● WHAT IS BEING ASKED:
Beneath this task is a listing. State how many of its lines include the string "scale", giving nothing but the number.

====

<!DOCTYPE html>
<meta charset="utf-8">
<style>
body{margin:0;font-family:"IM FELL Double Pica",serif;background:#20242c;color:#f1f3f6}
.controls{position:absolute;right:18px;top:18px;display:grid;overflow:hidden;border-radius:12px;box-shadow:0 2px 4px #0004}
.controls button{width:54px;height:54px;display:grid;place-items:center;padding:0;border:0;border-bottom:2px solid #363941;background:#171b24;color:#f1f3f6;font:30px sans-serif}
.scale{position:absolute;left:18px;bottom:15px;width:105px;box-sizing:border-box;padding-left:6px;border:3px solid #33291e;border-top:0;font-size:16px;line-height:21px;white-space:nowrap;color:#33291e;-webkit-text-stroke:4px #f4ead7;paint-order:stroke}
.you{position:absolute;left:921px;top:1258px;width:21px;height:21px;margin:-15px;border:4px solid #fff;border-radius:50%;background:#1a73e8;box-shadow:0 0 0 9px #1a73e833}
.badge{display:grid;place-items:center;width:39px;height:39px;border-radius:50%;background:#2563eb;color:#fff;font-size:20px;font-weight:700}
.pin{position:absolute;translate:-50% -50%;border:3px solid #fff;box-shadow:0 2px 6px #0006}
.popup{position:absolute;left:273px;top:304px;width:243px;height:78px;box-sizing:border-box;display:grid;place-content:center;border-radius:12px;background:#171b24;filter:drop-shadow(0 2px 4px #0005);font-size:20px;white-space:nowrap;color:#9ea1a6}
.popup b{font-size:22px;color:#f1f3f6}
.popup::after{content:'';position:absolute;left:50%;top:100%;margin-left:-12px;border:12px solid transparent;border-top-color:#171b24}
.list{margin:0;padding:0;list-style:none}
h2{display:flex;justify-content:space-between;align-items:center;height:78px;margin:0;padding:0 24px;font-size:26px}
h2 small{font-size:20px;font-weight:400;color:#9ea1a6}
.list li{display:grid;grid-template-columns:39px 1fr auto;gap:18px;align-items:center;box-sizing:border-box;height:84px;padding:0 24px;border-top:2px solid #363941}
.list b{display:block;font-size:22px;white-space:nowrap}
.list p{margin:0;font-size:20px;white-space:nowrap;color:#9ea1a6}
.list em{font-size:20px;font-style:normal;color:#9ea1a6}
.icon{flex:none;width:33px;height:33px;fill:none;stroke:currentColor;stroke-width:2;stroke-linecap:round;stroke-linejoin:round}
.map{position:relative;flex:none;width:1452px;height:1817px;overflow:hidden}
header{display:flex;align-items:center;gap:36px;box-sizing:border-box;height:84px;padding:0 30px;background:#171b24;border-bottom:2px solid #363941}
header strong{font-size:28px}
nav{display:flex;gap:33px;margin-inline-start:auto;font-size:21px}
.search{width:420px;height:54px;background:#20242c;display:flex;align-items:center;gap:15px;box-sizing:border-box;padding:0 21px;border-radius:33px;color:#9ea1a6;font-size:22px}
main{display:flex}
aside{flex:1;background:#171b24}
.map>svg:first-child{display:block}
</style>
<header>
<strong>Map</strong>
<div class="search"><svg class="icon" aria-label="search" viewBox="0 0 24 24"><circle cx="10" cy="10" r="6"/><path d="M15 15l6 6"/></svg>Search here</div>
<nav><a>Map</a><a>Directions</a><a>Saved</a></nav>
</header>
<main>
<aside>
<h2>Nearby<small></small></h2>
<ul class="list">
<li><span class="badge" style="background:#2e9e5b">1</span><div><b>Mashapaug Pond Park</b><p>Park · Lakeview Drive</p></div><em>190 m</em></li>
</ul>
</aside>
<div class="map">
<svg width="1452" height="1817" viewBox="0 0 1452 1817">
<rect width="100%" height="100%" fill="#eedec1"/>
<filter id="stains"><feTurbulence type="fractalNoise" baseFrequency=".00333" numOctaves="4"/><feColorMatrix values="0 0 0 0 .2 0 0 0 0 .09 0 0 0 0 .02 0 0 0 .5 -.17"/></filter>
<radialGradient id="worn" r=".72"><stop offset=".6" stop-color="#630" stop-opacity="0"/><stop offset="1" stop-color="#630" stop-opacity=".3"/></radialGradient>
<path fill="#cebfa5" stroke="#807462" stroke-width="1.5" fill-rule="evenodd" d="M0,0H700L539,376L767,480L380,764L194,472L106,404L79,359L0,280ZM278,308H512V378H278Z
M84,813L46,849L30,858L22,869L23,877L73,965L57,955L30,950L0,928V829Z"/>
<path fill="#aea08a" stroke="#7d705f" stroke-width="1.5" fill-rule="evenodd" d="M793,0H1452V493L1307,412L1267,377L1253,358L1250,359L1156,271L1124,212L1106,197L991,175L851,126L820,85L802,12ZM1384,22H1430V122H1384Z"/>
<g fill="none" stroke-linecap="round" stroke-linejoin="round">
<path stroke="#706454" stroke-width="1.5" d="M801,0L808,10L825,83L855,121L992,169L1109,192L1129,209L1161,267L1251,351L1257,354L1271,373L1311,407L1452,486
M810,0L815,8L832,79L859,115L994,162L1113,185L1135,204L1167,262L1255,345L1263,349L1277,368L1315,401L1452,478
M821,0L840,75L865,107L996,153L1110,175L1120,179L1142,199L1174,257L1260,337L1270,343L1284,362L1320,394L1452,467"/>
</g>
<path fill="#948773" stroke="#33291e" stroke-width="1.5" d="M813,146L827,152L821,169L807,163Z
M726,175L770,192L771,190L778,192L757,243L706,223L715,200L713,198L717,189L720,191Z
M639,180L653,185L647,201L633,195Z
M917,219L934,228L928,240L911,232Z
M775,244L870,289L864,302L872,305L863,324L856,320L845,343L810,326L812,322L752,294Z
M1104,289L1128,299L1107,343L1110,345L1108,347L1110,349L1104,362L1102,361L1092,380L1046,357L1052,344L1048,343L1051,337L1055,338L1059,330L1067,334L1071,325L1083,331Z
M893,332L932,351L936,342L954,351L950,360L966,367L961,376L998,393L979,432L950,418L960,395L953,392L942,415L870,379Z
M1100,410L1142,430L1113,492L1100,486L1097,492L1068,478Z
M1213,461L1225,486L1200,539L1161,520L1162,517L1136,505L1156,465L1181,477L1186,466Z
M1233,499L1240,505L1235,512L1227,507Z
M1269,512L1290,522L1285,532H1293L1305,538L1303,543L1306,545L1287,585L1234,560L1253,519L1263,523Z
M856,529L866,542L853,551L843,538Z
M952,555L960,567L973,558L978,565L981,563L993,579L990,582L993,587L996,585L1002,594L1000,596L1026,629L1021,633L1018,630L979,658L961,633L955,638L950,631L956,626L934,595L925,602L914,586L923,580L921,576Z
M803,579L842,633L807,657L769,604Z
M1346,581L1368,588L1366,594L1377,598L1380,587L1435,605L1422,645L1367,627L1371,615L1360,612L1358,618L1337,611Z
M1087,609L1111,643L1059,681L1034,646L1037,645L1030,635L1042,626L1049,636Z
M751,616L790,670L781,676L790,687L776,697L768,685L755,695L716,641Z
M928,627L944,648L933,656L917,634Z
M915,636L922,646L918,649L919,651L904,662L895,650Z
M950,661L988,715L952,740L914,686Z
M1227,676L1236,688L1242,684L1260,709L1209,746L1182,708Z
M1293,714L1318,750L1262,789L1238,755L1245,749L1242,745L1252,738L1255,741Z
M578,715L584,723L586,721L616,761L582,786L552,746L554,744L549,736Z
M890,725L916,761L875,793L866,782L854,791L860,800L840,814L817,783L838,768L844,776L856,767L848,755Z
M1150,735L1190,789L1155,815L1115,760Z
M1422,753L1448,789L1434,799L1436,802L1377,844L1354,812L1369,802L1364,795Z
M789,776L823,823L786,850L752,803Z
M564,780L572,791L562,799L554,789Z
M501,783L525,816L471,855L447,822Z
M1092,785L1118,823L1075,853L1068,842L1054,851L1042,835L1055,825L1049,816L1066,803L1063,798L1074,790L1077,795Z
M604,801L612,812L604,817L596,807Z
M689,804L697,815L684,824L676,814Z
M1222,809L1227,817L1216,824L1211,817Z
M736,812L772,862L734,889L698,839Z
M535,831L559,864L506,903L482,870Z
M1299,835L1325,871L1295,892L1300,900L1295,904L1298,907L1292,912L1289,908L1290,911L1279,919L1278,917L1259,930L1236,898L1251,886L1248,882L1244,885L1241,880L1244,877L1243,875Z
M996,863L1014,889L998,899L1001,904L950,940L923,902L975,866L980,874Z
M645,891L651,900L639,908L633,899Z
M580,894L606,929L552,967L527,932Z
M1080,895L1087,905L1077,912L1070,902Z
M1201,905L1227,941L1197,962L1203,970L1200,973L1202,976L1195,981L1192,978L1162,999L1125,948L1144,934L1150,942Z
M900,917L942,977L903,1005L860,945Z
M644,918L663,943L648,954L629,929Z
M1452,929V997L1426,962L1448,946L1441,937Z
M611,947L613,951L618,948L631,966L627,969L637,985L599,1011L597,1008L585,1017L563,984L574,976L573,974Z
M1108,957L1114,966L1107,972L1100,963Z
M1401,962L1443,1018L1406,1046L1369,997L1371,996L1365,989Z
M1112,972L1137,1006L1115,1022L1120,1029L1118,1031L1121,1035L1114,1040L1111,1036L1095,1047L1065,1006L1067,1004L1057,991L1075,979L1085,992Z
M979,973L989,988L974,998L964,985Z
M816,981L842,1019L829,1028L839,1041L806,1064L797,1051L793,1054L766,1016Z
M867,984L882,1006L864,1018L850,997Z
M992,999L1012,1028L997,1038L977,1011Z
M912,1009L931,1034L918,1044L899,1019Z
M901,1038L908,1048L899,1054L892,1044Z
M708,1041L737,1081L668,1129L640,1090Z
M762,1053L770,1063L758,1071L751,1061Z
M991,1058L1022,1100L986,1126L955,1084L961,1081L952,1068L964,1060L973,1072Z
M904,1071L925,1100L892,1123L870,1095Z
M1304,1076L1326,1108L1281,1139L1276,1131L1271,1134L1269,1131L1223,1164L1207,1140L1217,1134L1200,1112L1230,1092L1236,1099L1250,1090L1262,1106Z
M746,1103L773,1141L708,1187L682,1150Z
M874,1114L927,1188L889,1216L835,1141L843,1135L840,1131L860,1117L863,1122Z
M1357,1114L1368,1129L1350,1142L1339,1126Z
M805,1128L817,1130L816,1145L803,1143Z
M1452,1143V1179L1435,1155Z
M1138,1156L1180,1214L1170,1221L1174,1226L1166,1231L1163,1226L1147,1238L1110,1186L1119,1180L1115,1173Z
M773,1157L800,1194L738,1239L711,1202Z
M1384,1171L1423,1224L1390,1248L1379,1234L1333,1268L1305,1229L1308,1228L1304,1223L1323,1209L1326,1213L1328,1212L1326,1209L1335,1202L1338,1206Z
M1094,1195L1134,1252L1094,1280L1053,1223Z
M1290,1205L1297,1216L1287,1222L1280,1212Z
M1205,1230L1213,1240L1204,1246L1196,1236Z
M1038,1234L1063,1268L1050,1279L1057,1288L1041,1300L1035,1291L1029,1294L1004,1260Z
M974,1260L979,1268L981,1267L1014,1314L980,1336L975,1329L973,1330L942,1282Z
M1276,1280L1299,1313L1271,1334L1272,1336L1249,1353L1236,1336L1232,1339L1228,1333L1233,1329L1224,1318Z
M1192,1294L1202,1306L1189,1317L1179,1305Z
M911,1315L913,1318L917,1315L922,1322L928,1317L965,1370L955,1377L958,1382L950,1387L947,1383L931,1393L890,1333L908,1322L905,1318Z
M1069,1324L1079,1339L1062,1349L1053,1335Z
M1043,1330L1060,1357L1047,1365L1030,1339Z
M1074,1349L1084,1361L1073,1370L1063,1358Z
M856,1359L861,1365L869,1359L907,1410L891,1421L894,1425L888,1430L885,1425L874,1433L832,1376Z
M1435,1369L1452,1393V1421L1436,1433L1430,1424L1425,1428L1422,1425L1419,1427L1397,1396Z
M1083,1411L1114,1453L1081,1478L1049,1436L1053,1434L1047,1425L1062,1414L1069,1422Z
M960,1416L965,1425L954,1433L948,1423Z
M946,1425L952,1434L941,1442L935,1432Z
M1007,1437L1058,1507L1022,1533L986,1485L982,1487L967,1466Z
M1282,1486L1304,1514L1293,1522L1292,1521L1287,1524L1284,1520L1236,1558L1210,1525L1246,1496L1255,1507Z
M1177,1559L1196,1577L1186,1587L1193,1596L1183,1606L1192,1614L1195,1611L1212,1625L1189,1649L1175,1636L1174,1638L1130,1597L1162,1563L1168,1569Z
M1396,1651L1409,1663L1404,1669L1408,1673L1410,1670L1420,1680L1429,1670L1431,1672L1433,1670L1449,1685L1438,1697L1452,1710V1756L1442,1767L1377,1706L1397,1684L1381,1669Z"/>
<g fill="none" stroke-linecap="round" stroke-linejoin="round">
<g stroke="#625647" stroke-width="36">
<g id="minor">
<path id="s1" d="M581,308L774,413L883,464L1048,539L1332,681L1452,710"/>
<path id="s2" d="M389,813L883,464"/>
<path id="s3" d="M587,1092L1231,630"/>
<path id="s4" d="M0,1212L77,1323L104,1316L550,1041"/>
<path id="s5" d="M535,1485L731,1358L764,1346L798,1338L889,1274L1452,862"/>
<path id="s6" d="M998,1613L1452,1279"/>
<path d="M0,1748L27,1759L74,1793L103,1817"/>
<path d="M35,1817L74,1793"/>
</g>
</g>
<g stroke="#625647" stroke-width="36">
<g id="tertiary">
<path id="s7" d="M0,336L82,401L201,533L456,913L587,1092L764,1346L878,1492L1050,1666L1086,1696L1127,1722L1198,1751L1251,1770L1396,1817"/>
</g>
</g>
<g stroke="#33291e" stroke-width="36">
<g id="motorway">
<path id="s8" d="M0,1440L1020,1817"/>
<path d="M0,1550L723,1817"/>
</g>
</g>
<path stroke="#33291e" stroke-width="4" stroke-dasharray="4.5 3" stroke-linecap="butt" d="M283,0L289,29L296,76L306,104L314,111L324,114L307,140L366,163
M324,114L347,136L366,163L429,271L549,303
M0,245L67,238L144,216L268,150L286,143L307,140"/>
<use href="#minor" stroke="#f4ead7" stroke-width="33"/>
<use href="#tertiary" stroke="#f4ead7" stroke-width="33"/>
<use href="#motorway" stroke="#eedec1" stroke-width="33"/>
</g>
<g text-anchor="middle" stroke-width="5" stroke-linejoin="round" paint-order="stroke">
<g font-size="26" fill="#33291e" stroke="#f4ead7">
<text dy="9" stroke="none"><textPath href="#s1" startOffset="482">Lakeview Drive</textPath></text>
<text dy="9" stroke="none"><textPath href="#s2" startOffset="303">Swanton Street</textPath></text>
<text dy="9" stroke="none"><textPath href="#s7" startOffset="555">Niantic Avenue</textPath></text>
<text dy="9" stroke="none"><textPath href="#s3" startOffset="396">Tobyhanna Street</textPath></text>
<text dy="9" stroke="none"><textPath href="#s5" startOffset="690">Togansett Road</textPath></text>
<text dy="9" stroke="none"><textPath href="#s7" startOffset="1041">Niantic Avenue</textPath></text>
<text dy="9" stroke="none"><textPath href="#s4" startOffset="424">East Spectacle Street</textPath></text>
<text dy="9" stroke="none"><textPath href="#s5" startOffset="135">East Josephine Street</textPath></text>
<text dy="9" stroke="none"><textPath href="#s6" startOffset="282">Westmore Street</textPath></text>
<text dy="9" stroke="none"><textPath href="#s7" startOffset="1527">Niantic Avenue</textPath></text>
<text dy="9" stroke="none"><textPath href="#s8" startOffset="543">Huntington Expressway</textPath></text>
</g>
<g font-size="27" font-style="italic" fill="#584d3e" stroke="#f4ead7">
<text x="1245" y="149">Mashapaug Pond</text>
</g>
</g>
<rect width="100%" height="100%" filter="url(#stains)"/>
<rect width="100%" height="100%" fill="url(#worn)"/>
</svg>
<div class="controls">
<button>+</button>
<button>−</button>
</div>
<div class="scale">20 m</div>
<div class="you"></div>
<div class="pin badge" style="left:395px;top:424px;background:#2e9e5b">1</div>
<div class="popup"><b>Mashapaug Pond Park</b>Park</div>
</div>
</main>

====

● WRITTEN ANSWER:
2